Radiosynthesis and evaluation of [11C]BTA-1 and [11C]3'-Me-BTA-1 as potential radiotracers for in vivo imaging of β-amyloid plaques

Aim: To evaluate the in vitro and in vivo characteristics of [N-methyl-11C]2-(4'-(methylaminophenyl)-benzothiazole ([11C]BTA-1) as well as [N-methyl-11C]2-(3'-methyl- 4'-(methylamino)phenyl)-benzothiazole ([11C]3'-Me- BTA-1) as diagnostic markers of amyloid-β (Aβ) in Alzheimer's disease (AD). Material, methods: Brain uptake and clearance was determined in wild-type mice. Binding affinities (Ki) of [11C]BTA-1 and [11C]3'-Me-BTA-1 for aggregated Aβ(1-40) fibrils were assessed. Autoradiography was performed on brain sections of AD patients. To demonstrate binding specificity in vivo BTA-1 was injected i.p. in transgenic mice (Tg2576). Brain sections were analysed consecutively. Additionally, a [11C]BTA-1 PET study of an AD patient and a healthy control was performed. Results: In mice brain uptake and clearance of [11C]BTA-1 is compatible with the half life of 11C (2 min: 12.7 % ID/g; 30 min: 4.6% ID/g). In contrast clearance rate of [11C]3'-Me- BTA-1 is too slow (2 min 4% ID/g; 30 min 12% ID/g) to achieve sufficient clearance of free and non specifically bound radioactivity. Ki of [11C]BTA-1 is 11 nmol/l and that of [11C]3'-Me-BTA-1 27 nmol/l.

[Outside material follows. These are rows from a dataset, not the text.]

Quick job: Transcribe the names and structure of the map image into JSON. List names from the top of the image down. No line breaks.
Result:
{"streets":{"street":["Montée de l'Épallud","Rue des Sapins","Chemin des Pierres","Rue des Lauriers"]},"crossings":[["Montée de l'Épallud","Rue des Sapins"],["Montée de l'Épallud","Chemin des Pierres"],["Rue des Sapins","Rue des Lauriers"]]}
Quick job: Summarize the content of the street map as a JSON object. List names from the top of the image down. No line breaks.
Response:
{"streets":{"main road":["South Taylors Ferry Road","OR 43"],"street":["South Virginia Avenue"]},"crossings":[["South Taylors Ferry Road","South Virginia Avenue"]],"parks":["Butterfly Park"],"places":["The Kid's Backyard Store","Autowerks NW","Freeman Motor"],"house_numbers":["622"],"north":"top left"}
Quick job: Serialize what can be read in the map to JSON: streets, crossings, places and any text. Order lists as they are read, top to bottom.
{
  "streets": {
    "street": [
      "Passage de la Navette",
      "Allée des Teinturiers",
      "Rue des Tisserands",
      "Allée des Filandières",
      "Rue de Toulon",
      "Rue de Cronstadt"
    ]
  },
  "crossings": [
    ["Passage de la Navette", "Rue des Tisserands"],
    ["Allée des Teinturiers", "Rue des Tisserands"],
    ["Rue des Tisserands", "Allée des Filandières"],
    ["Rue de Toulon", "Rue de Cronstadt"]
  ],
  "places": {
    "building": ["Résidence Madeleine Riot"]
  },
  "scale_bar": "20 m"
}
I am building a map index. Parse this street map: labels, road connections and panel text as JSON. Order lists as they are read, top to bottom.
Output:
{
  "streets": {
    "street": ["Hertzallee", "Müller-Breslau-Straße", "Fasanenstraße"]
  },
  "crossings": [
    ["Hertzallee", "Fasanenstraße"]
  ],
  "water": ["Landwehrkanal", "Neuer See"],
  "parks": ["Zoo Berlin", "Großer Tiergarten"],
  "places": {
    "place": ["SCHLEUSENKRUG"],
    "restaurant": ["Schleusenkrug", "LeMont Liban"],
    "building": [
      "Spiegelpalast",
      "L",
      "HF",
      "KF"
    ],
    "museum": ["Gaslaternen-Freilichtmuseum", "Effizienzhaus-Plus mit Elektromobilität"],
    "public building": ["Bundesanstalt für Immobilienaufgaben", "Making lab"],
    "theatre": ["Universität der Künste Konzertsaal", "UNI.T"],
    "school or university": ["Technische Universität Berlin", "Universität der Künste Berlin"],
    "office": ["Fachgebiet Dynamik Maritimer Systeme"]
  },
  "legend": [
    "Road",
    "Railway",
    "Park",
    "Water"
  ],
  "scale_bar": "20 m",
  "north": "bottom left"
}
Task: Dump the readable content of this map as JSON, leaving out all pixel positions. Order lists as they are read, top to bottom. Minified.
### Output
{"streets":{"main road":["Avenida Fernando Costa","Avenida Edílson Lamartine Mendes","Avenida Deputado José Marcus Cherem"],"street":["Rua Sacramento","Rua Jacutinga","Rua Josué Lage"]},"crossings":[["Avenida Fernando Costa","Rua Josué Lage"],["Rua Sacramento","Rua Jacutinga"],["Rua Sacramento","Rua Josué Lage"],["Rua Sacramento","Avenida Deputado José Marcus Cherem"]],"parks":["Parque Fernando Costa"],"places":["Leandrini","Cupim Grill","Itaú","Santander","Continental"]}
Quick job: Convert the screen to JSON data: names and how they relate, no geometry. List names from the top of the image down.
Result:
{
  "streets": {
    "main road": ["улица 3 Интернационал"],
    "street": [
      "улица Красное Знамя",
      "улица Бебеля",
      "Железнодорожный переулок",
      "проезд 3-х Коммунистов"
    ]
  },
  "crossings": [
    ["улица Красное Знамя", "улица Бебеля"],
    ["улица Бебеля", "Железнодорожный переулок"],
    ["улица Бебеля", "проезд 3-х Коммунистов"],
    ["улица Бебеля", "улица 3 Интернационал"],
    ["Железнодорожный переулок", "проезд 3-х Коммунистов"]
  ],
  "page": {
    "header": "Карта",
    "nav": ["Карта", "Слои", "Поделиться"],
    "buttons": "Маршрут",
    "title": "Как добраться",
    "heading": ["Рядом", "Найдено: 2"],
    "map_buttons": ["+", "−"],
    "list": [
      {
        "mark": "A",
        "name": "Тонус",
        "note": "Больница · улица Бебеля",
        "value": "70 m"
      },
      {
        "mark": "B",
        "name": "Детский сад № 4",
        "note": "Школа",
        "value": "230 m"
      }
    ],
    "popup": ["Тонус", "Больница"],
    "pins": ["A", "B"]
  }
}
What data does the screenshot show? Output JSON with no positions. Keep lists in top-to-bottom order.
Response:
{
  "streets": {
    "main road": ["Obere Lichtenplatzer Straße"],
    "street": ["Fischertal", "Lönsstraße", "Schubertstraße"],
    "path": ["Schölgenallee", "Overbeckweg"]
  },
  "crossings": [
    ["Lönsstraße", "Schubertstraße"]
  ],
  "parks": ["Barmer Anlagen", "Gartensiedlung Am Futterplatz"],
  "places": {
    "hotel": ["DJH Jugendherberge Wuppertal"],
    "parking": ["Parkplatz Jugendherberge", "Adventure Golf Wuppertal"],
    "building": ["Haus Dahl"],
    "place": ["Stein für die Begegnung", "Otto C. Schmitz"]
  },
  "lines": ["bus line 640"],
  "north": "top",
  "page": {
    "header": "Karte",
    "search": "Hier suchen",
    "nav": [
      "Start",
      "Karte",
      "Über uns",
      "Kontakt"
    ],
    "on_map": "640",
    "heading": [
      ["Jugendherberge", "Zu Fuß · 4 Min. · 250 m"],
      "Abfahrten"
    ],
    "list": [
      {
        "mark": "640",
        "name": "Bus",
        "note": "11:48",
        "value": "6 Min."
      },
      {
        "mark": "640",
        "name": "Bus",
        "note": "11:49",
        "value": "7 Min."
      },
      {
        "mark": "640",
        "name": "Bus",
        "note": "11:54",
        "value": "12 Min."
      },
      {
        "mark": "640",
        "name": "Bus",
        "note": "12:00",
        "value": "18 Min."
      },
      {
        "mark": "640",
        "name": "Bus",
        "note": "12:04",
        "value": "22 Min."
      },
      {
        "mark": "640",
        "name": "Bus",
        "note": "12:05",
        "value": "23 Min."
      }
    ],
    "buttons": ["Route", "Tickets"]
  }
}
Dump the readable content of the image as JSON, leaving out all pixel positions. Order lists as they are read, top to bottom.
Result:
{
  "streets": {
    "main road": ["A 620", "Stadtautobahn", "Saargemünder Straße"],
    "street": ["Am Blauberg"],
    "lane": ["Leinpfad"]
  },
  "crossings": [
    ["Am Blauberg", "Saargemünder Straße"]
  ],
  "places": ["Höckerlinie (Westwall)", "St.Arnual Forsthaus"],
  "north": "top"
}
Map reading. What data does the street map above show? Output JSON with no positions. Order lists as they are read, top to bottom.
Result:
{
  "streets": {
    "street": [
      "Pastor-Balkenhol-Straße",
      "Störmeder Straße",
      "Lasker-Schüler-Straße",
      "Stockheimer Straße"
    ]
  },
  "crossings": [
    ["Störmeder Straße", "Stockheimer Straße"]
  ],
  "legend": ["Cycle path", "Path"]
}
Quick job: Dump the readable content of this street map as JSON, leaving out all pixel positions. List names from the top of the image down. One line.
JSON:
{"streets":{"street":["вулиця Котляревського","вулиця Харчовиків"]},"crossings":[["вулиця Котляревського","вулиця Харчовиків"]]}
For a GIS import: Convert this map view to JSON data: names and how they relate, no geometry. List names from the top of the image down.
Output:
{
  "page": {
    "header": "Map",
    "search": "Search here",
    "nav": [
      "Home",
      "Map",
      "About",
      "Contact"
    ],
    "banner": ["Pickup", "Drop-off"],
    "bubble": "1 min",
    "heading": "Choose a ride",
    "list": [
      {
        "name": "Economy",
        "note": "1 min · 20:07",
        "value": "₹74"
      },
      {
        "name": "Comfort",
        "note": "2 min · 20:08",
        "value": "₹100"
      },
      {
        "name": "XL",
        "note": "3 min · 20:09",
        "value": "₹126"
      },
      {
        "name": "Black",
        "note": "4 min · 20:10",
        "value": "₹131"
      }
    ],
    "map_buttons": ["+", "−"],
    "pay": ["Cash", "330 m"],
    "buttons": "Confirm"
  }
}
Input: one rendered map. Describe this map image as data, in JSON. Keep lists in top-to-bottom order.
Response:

Both radioligands label Aβ selectively and specifically in AD patients and transgenic mice in vitro. The in vivo stained brain sections show a labelling of Aβ plaques. The AD patient has a higher prefrontal, parietal and striatal [11C]BTA-1 accumulation than the healthy control. Metabolite analysis revealed approximately 75% intact [11C]BTA-1 after 30min in plasma.[ 11C]BTA-1 is favourable for in vivo imaging of Aβ due to its rapid brain entry, sufficient clearance and good binding affinity for Aβ. Conclusion: The ability to label Aβ plaques in vivo in human subjects supports the suitability of [11C]BTA-1 as a plaque imaging agent.